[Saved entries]
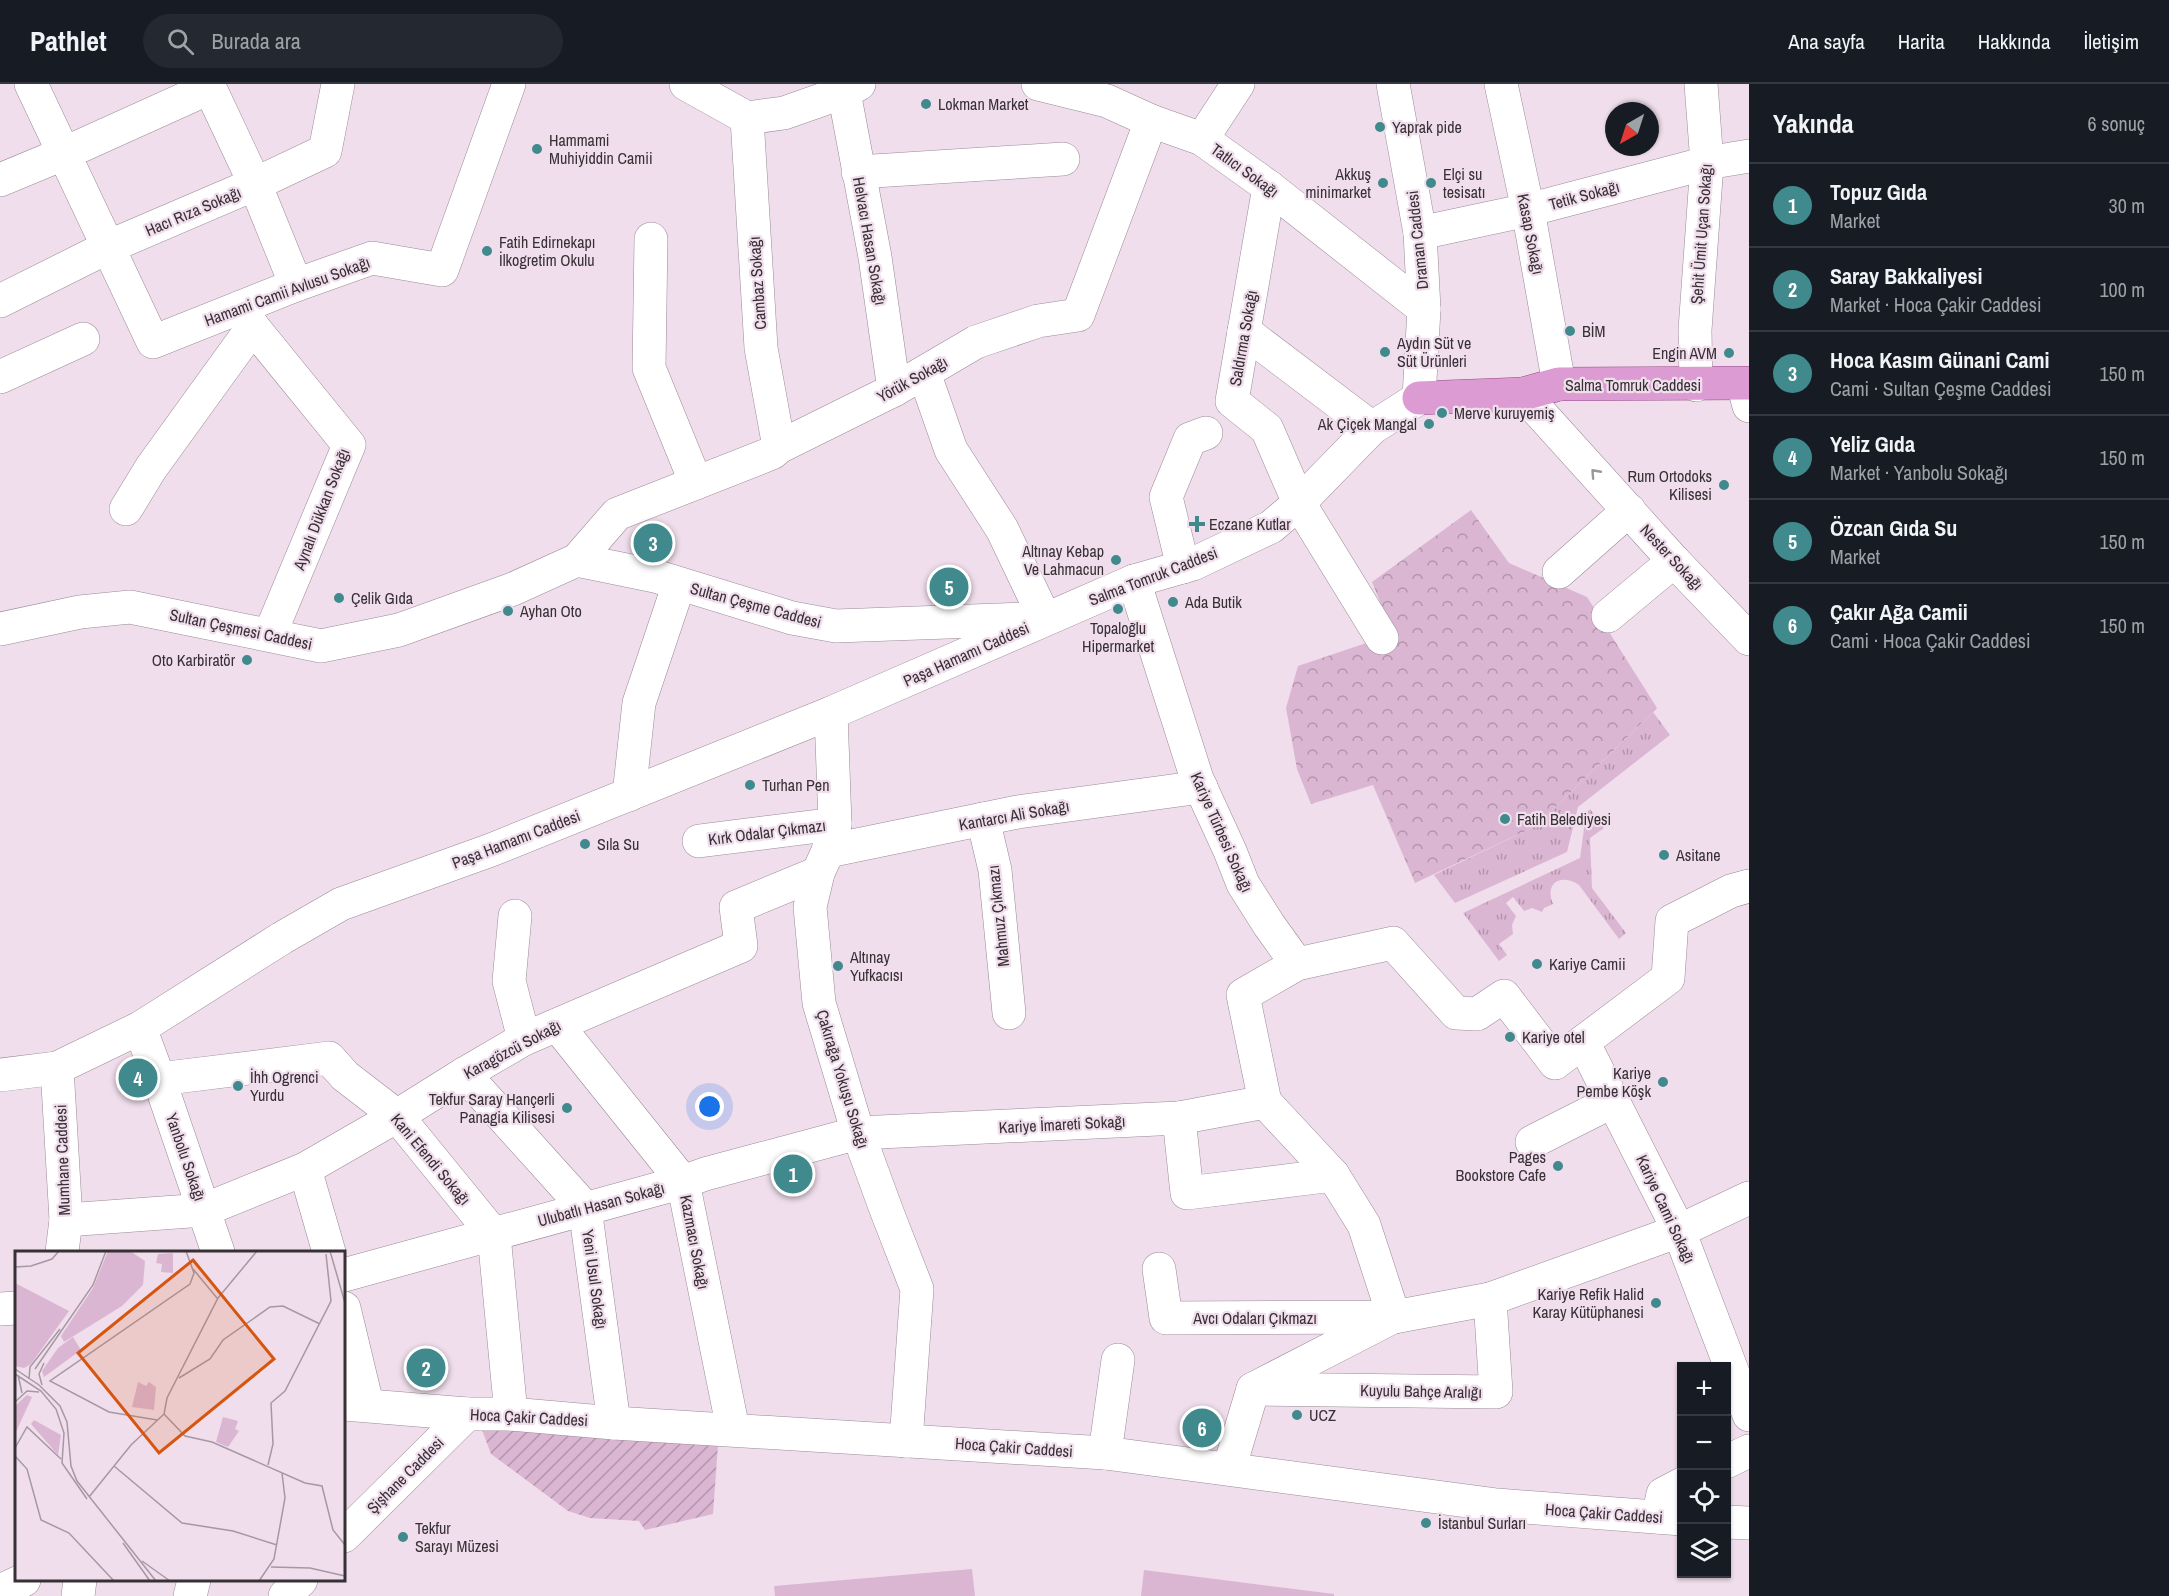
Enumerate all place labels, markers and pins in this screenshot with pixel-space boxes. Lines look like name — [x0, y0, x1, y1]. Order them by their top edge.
place label: Lokman Market — [938, 93, 1029, 115]
marker: Lokman Market — [919, 97, 933, 111]
place label: Yaprak pide — [1392, 116, 1462, 138]
marker: Yaprak pide — [1373, 120, 1387, 134]
place label: Hammami Muhiyiddin Camii — [549, 129, 653, 169]
marker: Hammami Muhiyiddin Camii — [530, 142, 544, 156]
place label: Akkuş minimarket — [1305, 163, 1371, 203]
place label: Elçi su tesisatı — [1443, 163, 1485, 203]
marker: Akkuş minimarket — [1376, 176, 1390, 190]
marker: Elçi su tesisatı — [1424, 176, 1438, 190]
place label: Fatih Edirnekapı İlkogretim Okulu — [499, 231, 595, 271]
marker: Fatih Edirnekapı İlkogretim Okulu — [480, 244, 494, 258]
place label: BİM — [1582, 320, 1605, 342]
marker: BİM — [1563, 324, 1577, 338]
place label: Aydın Süt ve Süt Ürünleri — [1396, 332, 1471, 372]
place label: Engin AVM — [1652, 342, 1717, 364]
marker: Aydın Süt ve Süt Ürünleri — [1378, 345, 1392, 359]
marker: Engin AVM — [1722, 346, 1736, 360]
place label: Merve kuruyemiş — [1454, 402, 1555, 424]
marker: Merve kuruyemiş — [1435, 406, 1449, 420]
place label: Ak Çiçek Mangal — [1317, 413, 1417, 435]
marker: Ak Çiçek Mangal — [1422, 417, 1436, 431]
place label: Rum Ortodoks Kilisesi — [1627, 465, 1712, 505]
marker: Rum Ortodoks Kilisesi — [1717, 478, 1731, 492]
place label: Eczane Kutlar — [1209, 513, 1291, 535]
marker: Eczane Kutlar — [1190, 517, 1204, 531]
pin: 3 — [634, 520, 672, 566]
place label: Altınay Kebap Ve Lahmacun — [1021, 540, 1104, 580]
marker: Altınay Kebap Ve Lahmacun — [1109, 553, 1123, 567]
pin: 5 — [930, 564, 968, 610]
place label: Çelik Gıda — [351, 587, 414, 609]
marker: Çelik Gıda — [332, 591, 346, 605]
place label: Ada Butik — [1184, 591, 1242, 613]
marker: Ada Butik — [1166, 595, 1180, 609]
place label: Ayhan Oto — [519, 600, 582, 622]
marker: Topaloğlu Hipermarket — [1111, 602, 1125, 616]
marker: Ayhan Oto — [501, 604, 515, 618]
place label: Topaloğlu Hipermarket — [1082, 617, 1154, 657]
place label: Oto Karbiratör — [152, 649, 236, 671]
marker: Oto Karbiratör — [240, 653, 254, 667]
place label: Turhan Pen — [762, 774, 829, 796]
marker: Turhan Pen — [743, 778, 757, 792]
place label: Fatih Belediyesi — [1517, 808, 1611, 830]
marker: Fatih Belediyesi — [1498, 812, 1512, 826]
place label: Sıla Su — [597, 833, 639, 855]
marker: Sıla Su — [578, 837, 592, 851]
place label: Asitane — [1675, 844, 1721, 866]
marker: Asitane — [1657, 848, 1671, 862]
place label: Altınay Yufkacısı — [849, 946, 903, 986]
place label: Kariye Camii — [1549, 953, 1626, 975]
marker: Kariye Camii — [1530, 957, 1544, 971]
marker: Altınay Yufkacısı — [831, 959, 845, 973]
place label: Kariye otel — [1522, 1026, 1585, 1048]
marker: Kariye otel — [1503, 1030, 1517, 1044]
pin: 4 — [118, 1056, 158, 1100]
place label: Kariye Pembe Köşk — [1577, 1062, 1651, 1102]
place label: İhh Ogrenci Yurdu — [250, 1066, 319, 1106]
marker: Kariye Pembe Köşk — [1656, 1075, 1670, 1089]
marker: İhh Ogrenci Yurdu — [231, 1079, 245, 1093]
place label: Tekfur Saray Hançerli Panagia Kilisesi — [429, 1088, 555, 1128]
marker: Tekfur Saray Hançerli Panagia Kilisesi — [560, 1101, 574, 1115]
place label: Pages Bookstore Cafe — [1456, 1146, 1546, 1186]
pin: 1 — [774, 1152, 812, 1196]
marker: Pages Bookstore Cafe — [1551, 1159, 1565, 1173]
place label: Kariye Refik Halid Karay Kütüphanesi — [1532, 1283, 1644, 1323]
marker: Kariye Refik Halid Karay Kütüphanesi — [1649, 1296, 1663, 1310]
pin: 2 — [406, 1346, 446, 1390]
place label: UCZ — [1309, 1404, 1336, 1426]
pin: 6 — [1182, 1406, 1222, 1450]
marker: UCZ — [1290, 1408, 1304, 1422]
place label: İstanbul Surları — [1438, 1512, 1526, 1534]
marker: İstanbul Surları — [1419, 1516, 1433, 1530]
place label: Tekfur Sarayı Müzesi — [415, 1517, 499, 1557]
marker: Tekfur Sarayı Müzesi — [396, 1530, 410, 1544]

## [TASK GOAL]
Every line of the entries above that holds "Akkuş" should be copied out.

## [EXERCISE RESPONSE]
place label: Akkuş minimarket — [1305, 163, 1371, 203]
marker: Akkuş minimarket — [1376, 176, 1390, 190]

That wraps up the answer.